**ACTIVITY**
Each line of the records that includes "overflow" should be found and copied.

**Collected data**

========

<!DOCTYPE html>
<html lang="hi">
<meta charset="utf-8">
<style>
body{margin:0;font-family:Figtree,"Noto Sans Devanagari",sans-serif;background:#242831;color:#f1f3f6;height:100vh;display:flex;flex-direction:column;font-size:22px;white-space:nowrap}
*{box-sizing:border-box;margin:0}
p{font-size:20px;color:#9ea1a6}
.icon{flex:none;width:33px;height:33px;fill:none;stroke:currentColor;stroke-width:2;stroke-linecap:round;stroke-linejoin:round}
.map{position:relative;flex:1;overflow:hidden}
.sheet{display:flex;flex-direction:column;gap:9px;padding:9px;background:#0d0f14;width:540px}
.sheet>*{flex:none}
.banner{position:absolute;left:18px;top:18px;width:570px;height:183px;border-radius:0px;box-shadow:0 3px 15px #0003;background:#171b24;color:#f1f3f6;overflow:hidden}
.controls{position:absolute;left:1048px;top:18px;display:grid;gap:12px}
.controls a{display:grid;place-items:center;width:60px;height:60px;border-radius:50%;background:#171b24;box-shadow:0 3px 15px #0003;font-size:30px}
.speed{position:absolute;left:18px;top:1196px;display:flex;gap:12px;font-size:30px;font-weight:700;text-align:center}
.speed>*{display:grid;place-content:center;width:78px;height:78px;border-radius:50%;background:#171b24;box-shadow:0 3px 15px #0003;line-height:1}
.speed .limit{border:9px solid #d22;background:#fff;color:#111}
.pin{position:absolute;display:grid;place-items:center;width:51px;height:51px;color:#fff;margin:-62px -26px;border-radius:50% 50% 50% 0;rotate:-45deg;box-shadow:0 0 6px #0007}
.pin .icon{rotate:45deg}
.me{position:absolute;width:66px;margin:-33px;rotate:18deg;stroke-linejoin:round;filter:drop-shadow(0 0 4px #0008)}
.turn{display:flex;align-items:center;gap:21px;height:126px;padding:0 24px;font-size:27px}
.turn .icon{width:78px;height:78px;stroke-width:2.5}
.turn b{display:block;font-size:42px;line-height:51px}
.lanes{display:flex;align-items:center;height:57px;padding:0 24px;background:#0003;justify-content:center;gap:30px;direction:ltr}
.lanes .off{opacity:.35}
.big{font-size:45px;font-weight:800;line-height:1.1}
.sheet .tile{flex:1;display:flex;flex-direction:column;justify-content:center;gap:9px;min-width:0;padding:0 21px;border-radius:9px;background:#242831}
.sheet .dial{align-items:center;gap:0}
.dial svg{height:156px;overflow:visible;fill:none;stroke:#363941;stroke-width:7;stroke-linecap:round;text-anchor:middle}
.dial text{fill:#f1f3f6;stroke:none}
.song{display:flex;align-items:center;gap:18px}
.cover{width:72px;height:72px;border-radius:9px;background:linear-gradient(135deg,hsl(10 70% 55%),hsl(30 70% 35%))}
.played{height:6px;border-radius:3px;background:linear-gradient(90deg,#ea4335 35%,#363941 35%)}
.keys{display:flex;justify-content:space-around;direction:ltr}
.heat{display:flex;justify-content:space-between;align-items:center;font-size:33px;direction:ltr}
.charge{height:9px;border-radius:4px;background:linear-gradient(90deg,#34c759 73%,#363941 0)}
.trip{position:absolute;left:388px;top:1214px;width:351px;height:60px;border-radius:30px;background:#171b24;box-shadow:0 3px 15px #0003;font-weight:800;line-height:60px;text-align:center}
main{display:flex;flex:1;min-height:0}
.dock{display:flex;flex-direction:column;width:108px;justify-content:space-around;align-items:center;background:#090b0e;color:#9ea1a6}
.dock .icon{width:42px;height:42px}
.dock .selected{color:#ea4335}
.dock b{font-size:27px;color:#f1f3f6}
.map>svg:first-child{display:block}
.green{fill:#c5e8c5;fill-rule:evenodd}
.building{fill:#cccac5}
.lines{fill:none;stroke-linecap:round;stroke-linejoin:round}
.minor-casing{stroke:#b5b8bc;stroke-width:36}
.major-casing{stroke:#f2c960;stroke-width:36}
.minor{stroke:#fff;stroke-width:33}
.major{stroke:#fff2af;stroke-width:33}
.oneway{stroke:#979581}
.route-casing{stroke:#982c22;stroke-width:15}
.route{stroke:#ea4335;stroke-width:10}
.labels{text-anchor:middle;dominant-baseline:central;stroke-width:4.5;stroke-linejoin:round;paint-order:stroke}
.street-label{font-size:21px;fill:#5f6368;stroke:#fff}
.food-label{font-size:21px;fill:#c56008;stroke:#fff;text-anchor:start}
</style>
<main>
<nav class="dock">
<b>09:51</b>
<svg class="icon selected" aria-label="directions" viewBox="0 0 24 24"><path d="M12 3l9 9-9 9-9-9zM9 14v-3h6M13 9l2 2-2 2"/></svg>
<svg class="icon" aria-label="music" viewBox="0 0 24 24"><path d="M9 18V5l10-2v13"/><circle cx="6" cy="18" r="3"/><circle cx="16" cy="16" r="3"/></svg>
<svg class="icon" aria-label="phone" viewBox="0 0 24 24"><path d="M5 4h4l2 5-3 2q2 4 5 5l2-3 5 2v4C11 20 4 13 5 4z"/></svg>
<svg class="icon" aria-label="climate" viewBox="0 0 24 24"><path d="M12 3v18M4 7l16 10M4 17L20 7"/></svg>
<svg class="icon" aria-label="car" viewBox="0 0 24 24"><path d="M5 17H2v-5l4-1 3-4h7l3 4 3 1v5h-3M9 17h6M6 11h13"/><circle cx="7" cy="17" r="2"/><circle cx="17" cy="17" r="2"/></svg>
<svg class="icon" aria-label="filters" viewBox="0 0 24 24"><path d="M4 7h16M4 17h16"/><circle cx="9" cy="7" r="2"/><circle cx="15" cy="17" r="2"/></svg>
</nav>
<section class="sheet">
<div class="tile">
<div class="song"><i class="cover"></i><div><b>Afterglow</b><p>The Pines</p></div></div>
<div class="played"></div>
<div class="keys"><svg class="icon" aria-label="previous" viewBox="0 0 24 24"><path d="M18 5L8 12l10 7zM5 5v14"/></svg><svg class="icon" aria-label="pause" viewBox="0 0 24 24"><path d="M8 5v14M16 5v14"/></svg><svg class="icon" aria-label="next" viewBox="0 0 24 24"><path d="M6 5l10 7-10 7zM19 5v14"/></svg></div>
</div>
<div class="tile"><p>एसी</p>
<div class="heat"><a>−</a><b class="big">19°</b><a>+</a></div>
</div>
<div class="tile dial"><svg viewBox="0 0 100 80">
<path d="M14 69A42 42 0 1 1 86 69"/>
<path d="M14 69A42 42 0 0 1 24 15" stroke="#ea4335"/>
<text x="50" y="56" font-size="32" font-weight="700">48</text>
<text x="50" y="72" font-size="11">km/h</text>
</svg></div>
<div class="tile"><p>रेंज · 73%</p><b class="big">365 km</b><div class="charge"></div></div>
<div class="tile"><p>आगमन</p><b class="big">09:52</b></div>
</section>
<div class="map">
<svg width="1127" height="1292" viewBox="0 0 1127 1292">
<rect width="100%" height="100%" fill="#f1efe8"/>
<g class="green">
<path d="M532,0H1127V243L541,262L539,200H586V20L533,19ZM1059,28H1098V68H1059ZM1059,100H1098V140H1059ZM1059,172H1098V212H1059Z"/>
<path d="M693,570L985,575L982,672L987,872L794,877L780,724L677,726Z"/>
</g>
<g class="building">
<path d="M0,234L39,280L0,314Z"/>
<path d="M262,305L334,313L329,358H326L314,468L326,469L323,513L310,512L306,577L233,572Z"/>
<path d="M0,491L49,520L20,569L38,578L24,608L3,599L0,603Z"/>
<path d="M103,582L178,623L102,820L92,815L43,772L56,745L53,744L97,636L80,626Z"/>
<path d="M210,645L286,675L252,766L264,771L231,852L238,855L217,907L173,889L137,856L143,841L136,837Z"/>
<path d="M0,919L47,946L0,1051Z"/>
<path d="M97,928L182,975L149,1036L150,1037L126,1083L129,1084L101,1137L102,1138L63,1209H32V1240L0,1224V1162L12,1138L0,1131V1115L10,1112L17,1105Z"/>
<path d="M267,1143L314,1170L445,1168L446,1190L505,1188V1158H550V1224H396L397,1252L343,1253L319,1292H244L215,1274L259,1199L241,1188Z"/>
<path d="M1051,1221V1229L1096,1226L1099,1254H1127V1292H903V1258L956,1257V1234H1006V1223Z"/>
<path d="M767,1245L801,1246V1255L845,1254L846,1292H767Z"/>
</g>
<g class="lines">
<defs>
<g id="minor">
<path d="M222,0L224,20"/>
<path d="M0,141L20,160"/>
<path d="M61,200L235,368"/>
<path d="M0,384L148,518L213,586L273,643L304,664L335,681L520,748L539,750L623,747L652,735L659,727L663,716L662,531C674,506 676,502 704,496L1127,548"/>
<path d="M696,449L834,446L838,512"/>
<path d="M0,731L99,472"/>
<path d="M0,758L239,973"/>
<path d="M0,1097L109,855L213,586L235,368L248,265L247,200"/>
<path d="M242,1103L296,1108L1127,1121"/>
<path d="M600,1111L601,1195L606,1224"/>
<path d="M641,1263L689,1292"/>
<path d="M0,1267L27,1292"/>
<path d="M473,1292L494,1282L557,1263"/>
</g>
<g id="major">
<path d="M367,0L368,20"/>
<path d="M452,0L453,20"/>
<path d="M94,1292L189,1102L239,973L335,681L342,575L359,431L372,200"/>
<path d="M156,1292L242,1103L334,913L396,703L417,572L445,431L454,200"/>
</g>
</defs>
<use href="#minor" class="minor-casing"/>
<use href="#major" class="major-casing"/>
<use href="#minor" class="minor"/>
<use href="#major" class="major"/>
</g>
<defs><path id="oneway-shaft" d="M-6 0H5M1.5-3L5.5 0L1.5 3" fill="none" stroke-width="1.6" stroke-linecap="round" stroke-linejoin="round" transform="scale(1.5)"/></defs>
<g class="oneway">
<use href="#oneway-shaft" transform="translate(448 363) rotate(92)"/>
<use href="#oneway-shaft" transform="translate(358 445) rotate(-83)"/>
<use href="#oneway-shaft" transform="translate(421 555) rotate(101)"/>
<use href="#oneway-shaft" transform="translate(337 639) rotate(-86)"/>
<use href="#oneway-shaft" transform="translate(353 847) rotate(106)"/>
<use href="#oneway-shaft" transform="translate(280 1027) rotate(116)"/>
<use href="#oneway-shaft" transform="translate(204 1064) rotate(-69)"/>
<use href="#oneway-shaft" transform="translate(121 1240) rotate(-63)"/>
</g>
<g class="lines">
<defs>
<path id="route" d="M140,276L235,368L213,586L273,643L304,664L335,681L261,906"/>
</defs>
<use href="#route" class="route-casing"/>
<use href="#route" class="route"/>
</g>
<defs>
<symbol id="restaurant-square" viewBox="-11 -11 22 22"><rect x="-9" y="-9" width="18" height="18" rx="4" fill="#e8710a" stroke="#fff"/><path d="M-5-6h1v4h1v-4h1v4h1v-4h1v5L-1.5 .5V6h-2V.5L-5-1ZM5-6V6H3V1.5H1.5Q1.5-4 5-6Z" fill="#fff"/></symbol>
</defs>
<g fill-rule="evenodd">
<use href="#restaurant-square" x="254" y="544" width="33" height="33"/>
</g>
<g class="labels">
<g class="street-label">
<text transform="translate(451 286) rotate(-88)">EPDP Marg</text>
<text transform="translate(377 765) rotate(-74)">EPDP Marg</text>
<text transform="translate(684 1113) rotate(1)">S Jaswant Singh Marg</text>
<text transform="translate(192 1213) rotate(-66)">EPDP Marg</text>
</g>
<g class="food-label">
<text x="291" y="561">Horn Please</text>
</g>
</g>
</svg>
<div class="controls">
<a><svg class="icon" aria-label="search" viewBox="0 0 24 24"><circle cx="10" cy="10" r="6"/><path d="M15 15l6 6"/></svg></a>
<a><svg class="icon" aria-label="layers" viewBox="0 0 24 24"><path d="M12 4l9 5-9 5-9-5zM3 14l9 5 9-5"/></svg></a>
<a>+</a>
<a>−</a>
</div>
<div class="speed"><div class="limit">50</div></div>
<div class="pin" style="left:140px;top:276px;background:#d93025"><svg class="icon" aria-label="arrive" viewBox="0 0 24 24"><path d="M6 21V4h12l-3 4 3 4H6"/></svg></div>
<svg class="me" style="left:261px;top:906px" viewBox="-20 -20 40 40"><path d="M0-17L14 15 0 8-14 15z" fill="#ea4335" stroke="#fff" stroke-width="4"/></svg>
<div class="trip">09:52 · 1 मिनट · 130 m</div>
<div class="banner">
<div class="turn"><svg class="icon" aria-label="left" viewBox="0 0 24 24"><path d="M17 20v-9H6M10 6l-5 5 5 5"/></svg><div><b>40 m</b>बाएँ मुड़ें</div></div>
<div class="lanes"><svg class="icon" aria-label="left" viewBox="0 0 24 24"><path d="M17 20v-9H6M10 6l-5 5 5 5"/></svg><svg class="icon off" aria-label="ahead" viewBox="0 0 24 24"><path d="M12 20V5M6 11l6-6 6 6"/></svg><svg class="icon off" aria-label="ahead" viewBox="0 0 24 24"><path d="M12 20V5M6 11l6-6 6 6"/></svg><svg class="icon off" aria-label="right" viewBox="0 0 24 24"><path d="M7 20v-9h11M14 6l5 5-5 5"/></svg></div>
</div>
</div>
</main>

========

**OUTPUT FOR THIS TASK**
.map{position:relative;flex:1;overflow:hidden}
.banner{position:absolute;left:18px;top:18px;width:570px;height:183px;border-radius:0px;box-shadow:0 3px 15px #0003;background:#171b24;color:#f1f3f6;overflow:hidden}
.dial svg{height:156px;overflow:visible;fill:none;stroke:#363941;stroke-width:7;stroke-linecap:round;text-anchor:middle}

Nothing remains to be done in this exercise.